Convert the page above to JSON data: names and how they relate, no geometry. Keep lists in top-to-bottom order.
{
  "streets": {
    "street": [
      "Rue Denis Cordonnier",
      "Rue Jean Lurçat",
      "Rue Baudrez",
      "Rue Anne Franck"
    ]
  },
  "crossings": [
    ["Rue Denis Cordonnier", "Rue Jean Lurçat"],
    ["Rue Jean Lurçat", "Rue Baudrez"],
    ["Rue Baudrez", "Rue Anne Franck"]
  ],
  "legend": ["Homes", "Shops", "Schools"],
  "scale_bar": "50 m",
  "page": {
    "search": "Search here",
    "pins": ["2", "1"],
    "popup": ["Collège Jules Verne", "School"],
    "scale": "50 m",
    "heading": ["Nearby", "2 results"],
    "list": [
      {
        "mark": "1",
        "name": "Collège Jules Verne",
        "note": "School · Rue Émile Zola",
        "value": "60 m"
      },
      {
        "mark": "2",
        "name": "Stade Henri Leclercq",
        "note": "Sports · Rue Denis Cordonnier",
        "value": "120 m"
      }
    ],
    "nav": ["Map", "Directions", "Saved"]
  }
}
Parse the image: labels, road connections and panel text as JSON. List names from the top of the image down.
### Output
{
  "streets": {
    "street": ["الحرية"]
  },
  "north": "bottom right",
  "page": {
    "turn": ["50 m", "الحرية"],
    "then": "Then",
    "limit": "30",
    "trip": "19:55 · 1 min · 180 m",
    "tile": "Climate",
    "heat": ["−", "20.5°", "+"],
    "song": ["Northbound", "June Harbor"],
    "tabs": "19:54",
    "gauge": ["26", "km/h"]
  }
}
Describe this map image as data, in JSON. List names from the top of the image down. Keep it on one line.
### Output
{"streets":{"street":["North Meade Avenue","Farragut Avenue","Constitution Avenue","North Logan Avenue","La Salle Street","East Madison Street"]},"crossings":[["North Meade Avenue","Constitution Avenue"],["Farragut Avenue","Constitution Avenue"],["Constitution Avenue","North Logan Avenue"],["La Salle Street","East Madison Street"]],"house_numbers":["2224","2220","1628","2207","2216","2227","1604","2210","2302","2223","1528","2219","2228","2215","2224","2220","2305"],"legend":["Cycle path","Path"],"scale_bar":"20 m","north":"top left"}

========================================

Required action: Line by line, print the listing above exactly.

Expected answer:
Convert the page above to JSON data: names and how they relate, no geometry. Keep lists in top-to-bottom order.
{
  "streets": {
    "street": [
      "Rue Denis Cordonnier",
      "Rue Jean Lurçat",
      "Rue Baudrez",
      "Rue Anne Franck"
    ]
  },
  "crossings": [
    ["Rue Denis Cordonnier", "Rue Jean Lurçat"],
    ["Rue Jean Lurçat", "Rue Baudrez"],
    ["Rue Baudrez", "Rue Anne Franck"]
  ],
  "legend": ["Homes", "Shops", "Schools"],
  "scale_bar": "50 m",
  "page": {
    "search": "Search here",
    "pins": ["2", "1"],
    "popup": ["Collège Jules Verne", "School"],
    "scale": "50 m",
    "heading": ["Nearby", "2 results"],
    "list": [
      {
        "mark": "1",
        "name": "Collège Jules Verne",
        "note": "School · Rue Émile Zola",
        "value": "60 m"
      },
      {
        "mark": "2",
        "name": "Stade Henri Leclercq",
        "note": "Sports · Rue Denis Cordonnier",
        "value": "120 m"
      }
    ],
    "nav": ["Map", "Directions", "Saved"]
  }
}
Parse the image: labels, road connections and panel text as JSON. List names from the top of the image down.
### Output
{
  "streets": {
    "street": ["الحرية"]
  },
  "north": "bottom right",
  "page": {
    "turn": ["50 m", "الحرية"],
    "then": "Then",
    "limit": "30",
    "trip": "19:55 · 1 min · 180 m",
    "tile": "Climate",
    "heat": ["−", "20.5°", "+"],
    "song": ["Northbound", "June Harbor"],
    "tabs": "19:54",
    "gauge": ["26", "km/h"]
  }
}
Describe this map image as data, in JSON. List names from the top of the image down. Keep it on one line.
### Output
{"streets":{"street":["North Meade Avenue","Farragut Avenue","Constitution Avenue","North Logan Avenue","La Salle Street","East Madison Street"]},"crossings":[["North Meade Avenue","Constitution Avenue"],["Farragut Avenue","Constitution Avenue"],["Constitution Avenue","North Logan Avenue"],["La Salle Street","East Madison Street"]],"house_numbers":["2224","2220","1628","2207","2216","2227","1604","2210","2302","2223","1528","2219","2228","2215","2224","2220","2305"],"legend":["Cycle path","Path"],"scale_bar":"20 m","north":"top left"}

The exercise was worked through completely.